Vive como um cão. Um cão aleijado. Vagando pelas margens dos rios em busca de trabalho. Qualquer coisa que o permita receber alguma lambujem.

Há alguns dias arranjou um bico com um dos senhores para auxiliar na drenagem dos canais. O momento não é favorável, a safra do trigo passou, agora apenas os serviços de limpezas dos diques e barragens, e preparação do solo, os serviços mais pesados estão disponíveis.

Ainda assim, mesmo terminando seus dias exausto, consegue se alimentar e comprar a pior cerveja que o trabalho pode oferecer para os escravos.

Observa o movimento das pessoas à margem do rio, centenas de homens como ele. Todos munidos de ferramentas precárias, cavucando e removendo o lodo das bordas dos canais.

Uma mulher se aproxima da beira, um tanto afastada do ponto onde Ushar esfrega o cinzel com um movimento firme e repetitivo. O rapaz encara a moça. A moça devolve o olhar e sorri. Como todos os outros ali, é uma escrava.
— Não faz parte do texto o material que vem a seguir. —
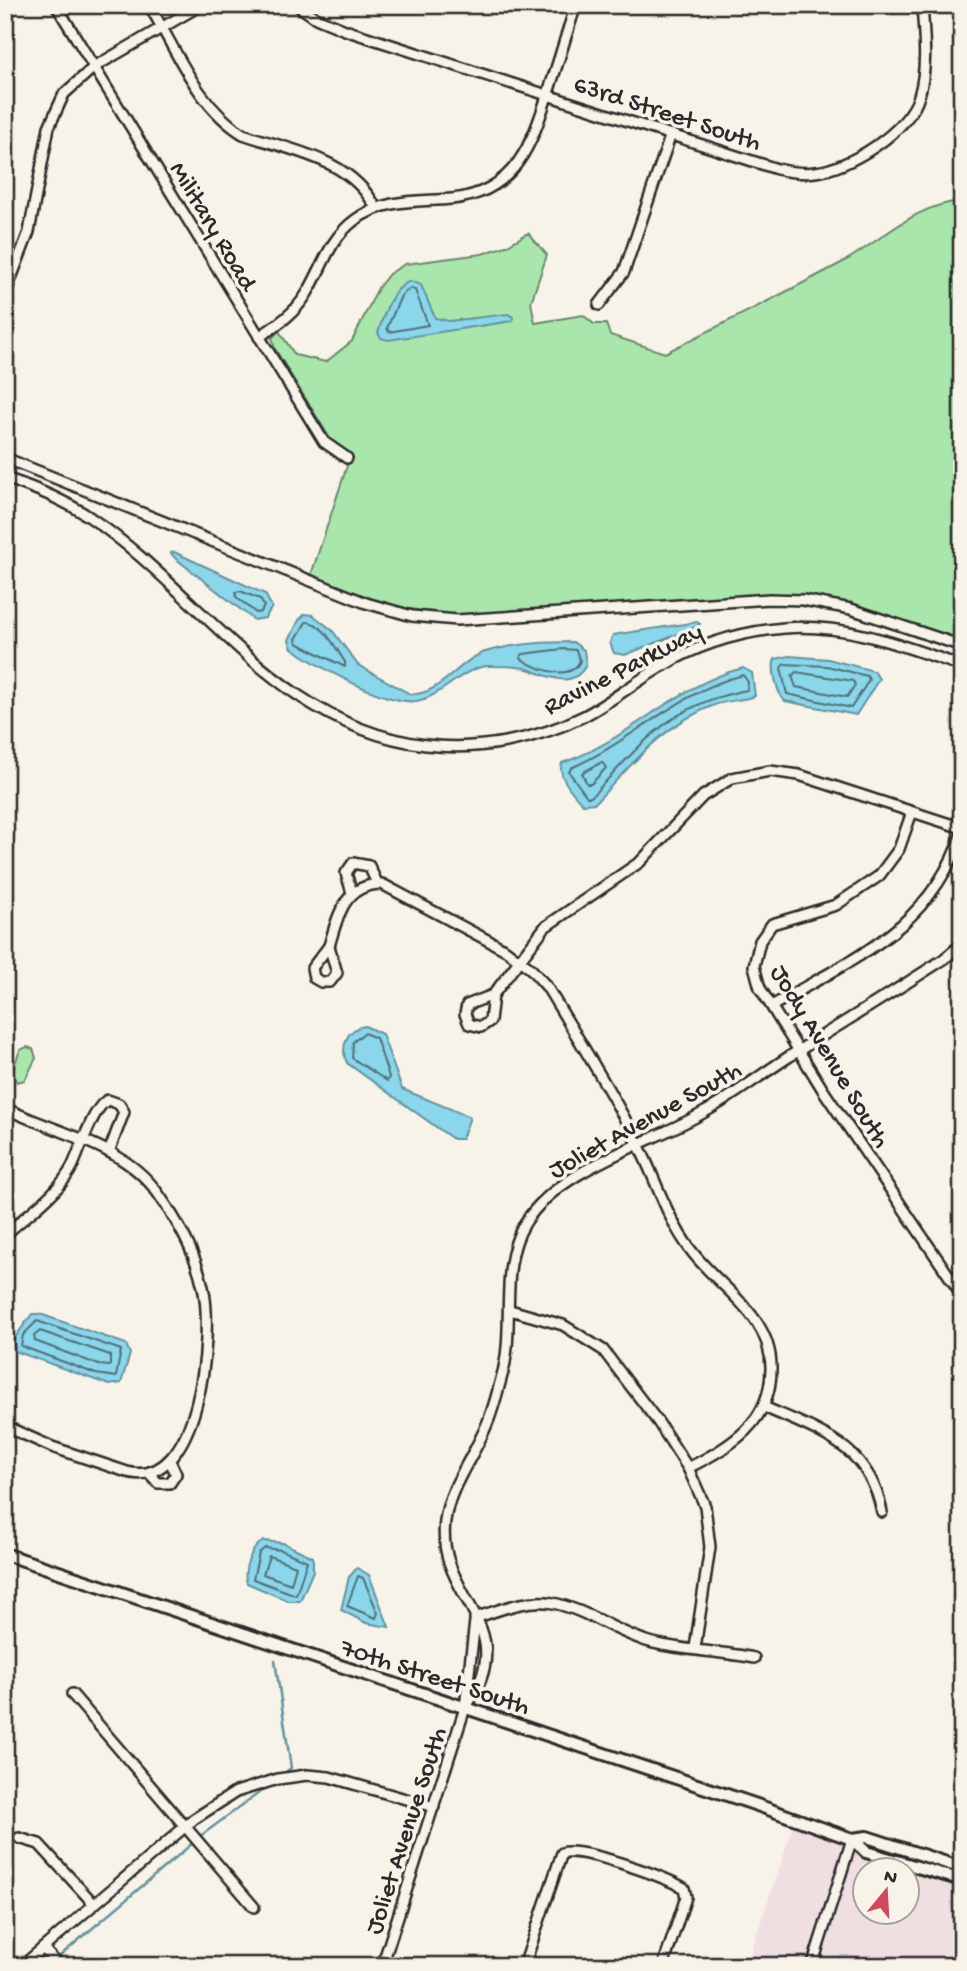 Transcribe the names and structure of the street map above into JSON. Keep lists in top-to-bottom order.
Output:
{
  "streets": {
    "main road": ["70th Street South"],
    "street": [
      "63rd Street South",
      "Military Road",
      "Ravine Parkway",
      "Jody Avenue South",
      "Joliet Avenue South"
    ]
  },
  "crossings": [
    ["Jody Avenue South", "Joliet Avenue South"],
    ["Joliet Avenue South", "70th Street South"]
  ],
  "north": "top"
} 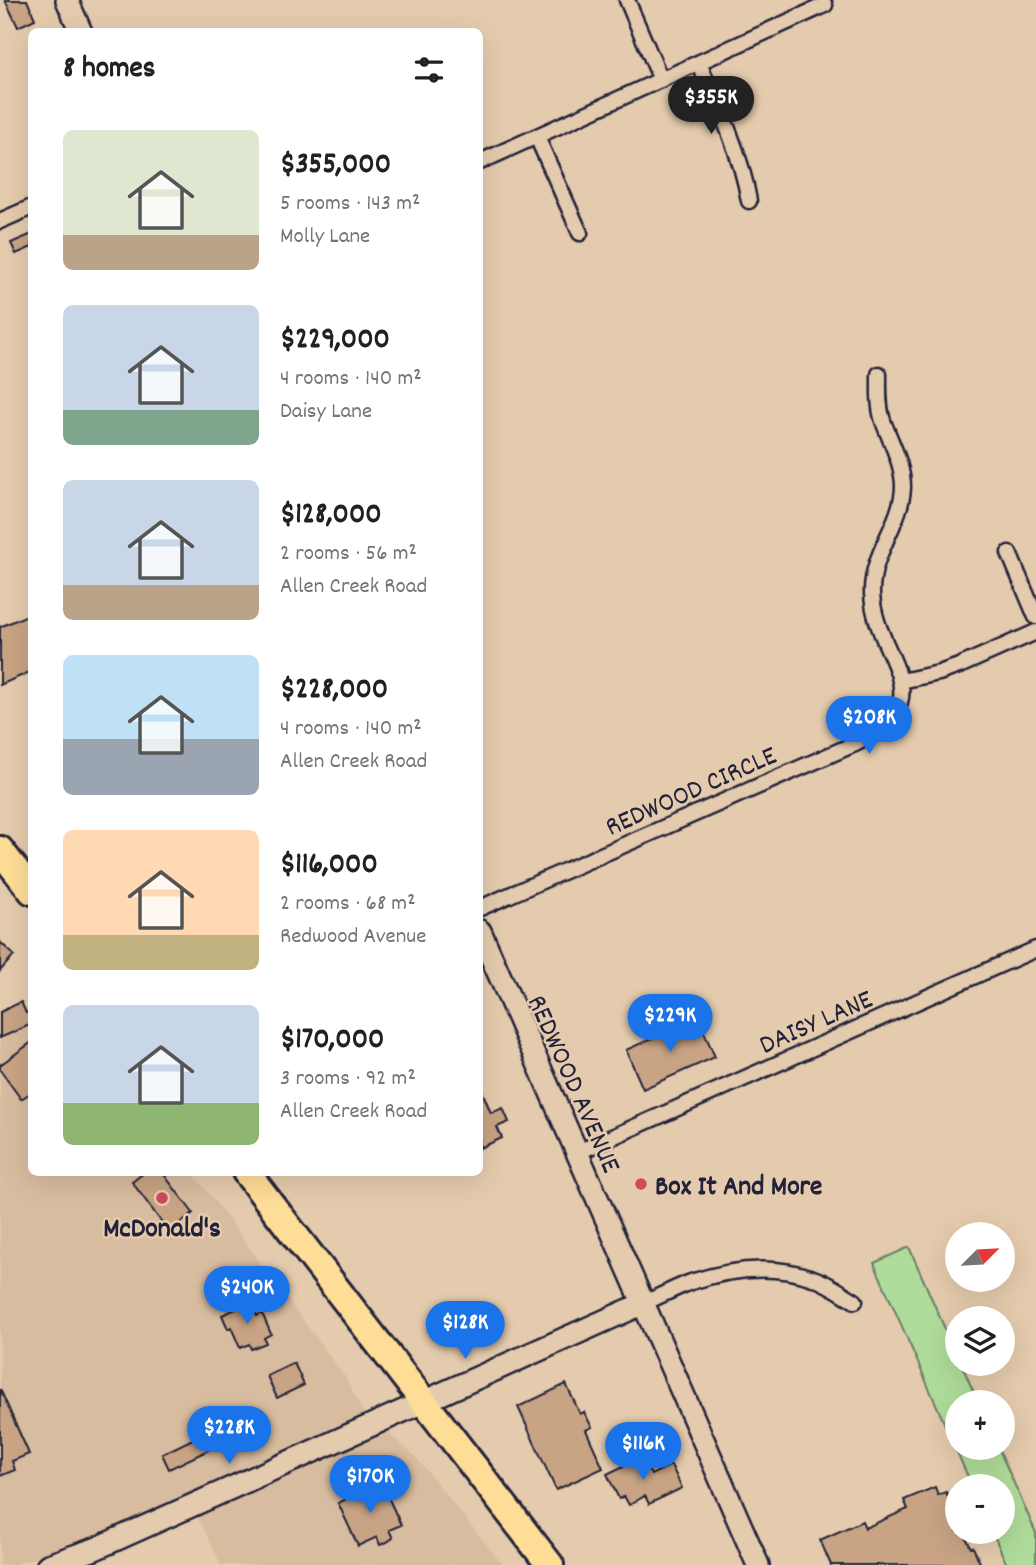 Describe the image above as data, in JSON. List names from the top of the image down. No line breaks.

Ainda assim, Ushar acredita que a jovem retribui apenas por não poder vê-lo por inteiro. Está da cintura para baixo sob as águas. Seu cotoco defeituoso não está visível. Acredita que assim que sair do rio e que a visão de sua perna decepada for oferecida, será a deixa para que mude a fisionomia de simpatia para o nojo e parta em busca de outro local para coarar os tecidos.

Desafiador, Ushar realiza exatamente este movimento. Sai da água e caminha em direção a mulher. Mantém um sorriso confiante, apesar de não possuir confiança alguma e se aproxima, disfarçando o passo manco.

Ao contrário do que imaginou, a moça permanece. não exprime nenhuma reação. Mesmo estando certo que já avistara sua deficiência, a jovem permanece encarando-o.

— Sou Ushar. — apenas essas palavras são ditas por ele.

— Sou Semíramis — apenas essas palavras são ditas por ela.

O gigante se agacha para depositar o açafate sobre os pés de Zua. O recipiente produzido por feixes de cipós trançados, com o feitio de um vaso raso, está repleto de frutas silvestres. Figos, tâmaras, uvas e damascos.

Houve outras tentativas do gigante de oferecer-lhe alimento, porém, Zua refutou-as sucessivamente. As ofertas de pequenos animais mortos, insetos e larvas não atraíram seu apetite, por fome que sentisse.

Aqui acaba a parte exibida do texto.